▸ TASK INSTRUCTIONS:
Nothing but a number is wanted here: the count of lines in the data holding the word "sizing".

▸ PROVIDED ENTRIES:
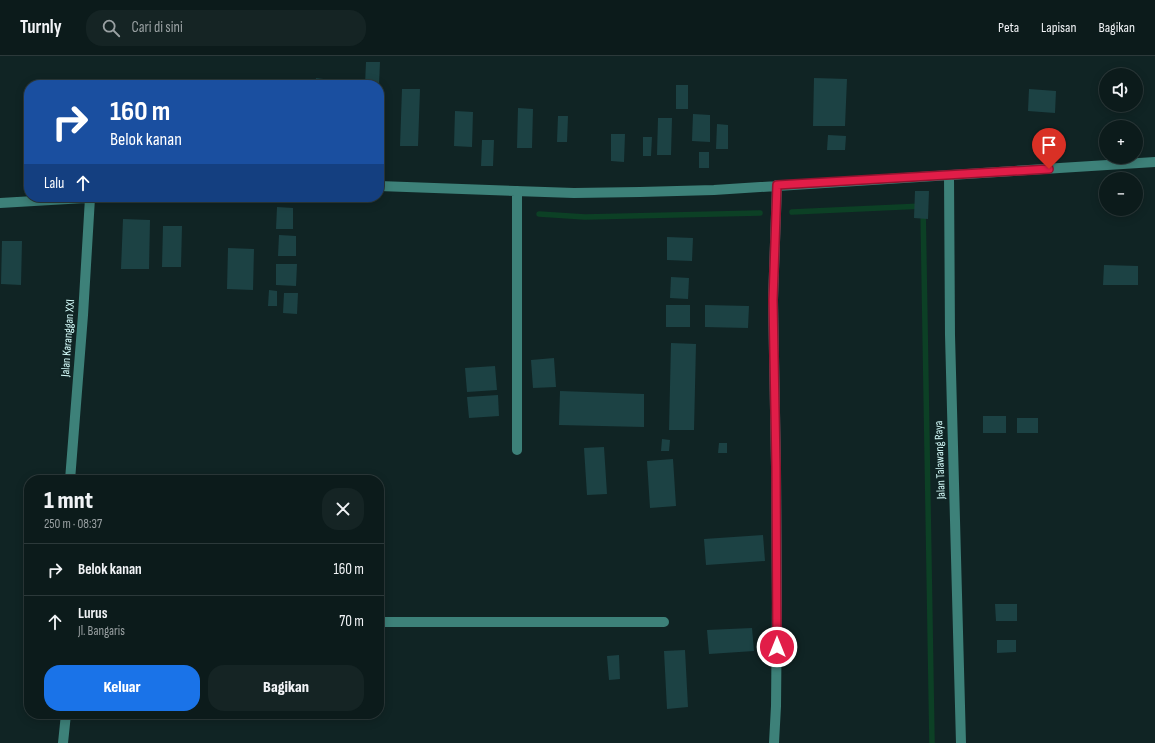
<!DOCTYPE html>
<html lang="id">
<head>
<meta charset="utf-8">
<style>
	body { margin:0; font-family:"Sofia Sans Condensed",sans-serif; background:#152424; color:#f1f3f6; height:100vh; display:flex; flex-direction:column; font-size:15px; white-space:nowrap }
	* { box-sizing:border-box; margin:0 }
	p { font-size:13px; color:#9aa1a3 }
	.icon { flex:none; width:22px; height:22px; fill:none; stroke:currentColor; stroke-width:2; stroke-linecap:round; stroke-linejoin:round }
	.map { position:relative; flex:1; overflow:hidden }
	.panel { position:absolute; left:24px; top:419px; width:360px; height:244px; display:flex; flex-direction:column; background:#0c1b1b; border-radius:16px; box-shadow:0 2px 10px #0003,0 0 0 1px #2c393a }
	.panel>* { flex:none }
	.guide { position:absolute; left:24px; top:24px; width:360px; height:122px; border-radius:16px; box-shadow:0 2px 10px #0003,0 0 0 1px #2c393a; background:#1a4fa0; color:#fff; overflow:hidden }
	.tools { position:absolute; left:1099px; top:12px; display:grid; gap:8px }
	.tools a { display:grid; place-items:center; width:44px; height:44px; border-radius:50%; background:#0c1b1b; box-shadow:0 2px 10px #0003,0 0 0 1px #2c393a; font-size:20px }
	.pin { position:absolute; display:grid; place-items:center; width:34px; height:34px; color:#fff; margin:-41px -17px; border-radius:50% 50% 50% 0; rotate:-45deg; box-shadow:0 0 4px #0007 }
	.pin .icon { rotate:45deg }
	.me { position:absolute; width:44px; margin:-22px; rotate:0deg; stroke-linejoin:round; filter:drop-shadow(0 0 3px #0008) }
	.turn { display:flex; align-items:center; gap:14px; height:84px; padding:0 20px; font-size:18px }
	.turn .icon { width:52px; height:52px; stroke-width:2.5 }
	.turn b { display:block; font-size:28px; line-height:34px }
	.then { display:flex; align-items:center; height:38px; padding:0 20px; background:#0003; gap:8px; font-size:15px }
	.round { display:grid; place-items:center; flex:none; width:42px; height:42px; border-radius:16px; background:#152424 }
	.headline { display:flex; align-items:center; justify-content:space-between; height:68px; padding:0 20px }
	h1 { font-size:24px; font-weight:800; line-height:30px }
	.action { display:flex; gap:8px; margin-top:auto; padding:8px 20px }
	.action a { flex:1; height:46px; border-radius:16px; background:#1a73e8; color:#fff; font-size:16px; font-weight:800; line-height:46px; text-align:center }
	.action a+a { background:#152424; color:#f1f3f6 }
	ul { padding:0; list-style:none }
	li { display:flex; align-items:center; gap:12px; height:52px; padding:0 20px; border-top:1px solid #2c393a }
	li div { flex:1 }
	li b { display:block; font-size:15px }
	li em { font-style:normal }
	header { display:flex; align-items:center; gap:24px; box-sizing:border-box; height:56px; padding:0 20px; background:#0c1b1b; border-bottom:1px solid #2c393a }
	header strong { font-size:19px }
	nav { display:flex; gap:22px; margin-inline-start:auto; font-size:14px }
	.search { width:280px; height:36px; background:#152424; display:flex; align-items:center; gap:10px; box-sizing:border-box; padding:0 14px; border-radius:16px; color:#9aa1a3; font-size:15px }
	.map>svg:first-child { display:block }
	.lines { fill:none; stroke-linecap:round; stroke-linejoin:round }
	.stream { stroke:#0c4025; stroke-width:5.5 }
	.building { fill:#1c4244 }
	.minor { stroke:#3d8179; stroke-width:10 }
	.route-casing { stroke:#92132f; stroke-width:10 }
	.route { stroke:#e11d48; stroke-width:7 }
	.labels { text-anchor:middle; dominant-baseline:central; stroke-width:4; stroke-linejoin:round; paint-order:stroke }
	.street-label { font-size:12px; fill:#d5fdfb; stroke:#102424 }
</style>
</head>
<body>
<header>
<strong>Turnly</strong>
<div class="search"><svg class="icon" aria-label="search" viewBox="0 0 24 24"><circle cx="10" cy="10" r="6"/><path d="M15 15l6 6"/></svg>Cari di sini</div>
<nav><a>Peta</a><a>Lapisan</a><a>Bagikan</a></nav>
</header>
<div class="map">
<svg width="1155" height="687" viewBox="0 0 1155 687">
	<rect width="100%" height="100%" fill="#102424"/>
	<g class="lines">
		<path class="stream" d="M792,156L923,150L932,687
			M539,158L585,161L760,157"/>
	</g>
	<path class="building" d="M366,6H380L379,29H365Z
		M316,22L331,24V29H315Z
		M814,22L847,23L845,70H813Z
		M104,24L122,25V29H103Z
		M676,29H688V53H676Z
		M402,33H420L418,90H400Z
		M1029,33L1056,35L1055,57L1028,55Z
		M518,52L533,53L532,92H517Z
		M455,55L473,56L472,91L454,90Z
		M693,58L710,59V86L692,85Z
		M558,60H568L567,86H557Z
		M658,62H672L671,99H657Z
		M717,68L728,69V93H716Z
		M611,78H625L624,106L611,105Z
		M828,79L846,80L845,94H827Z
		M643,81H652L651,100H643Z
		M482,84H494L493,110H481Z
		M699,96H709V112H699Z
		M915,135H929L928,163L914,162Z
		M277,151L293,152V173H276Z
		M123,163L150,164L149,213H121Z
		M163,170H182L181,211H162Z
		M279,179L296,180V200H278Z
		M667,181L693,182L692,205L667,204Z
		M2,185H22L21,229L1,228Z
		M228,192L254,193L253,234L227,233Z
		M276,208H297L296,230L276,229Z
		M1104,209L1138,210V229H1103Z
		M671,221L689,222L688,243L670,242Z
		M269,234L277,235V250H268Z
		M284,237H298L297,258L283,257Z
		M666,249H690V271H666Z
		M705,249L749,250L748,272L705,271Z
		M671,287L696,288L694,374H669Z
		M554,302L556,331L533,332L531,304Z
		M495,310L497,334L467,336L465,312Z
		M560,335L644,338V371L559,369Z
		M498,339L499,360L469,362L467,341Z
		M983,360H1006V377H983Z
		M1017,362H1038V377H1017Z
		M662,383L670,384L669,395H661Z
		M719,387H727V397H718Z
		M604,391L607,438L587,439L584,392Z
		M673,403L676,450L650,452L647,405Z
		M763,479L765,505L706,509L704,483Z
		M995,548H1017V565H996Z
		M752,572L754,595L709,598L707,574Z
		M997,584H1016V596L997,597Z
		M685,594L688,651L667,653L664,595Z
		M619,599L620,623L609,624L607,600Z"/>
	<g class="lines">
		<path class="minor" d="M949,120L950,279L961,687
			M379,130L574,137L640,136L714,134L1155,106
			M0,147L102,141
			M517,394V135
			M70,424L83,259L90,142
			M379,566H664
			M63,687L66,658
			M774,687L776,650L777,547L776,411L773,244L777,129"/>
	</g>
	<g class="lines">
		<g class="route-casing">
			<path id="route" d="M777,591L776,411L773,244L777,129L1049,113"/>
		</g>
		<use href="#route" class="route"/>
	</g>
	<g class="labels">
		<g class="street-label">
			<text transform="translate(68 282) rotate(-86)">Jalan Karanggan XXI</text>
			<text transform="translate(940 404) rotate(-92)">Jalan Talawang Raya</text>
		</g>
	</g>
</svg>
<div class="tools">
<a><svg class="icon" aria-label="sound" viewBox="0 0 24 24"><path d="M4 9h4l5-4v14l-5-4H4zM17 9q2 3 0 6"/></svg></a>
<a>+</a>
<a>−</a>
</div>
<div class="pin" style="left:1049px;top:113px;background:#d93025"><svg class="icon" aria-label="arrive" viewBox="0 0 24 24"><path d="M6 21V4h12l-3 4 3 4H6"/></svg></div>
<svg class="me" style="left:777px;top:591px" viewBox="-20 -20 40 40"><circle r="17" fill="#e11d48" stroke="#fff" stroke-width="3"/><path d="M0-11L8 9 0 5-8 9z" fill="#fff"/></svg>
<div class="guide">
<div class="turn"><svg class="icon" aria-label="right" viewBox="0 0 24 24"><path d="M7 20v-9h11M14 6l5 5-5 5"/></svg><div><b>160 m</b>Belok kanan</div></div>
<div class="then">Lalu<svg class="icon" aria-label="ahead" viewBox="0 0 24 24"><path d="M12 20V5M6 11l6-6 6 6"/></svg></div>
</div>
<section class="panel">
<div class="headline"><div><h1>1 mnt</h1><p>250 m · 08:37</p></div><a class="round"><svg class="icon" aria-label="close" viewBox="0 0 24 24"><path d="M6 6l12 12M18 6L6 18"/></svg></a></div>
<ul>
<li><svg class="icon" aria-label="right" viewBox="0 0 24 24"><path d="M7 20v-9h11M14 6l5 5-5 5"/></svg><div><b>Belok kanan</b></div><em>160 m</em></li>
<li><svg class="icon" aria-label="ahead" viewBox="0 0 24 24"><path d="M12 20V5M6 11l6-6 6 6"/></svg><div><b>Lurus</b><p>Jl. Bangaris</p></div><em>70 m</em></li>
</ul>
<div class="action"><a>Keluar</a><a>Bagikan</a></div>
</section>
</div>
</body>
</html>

▸ SOLUTION FOR THIS TASK:
3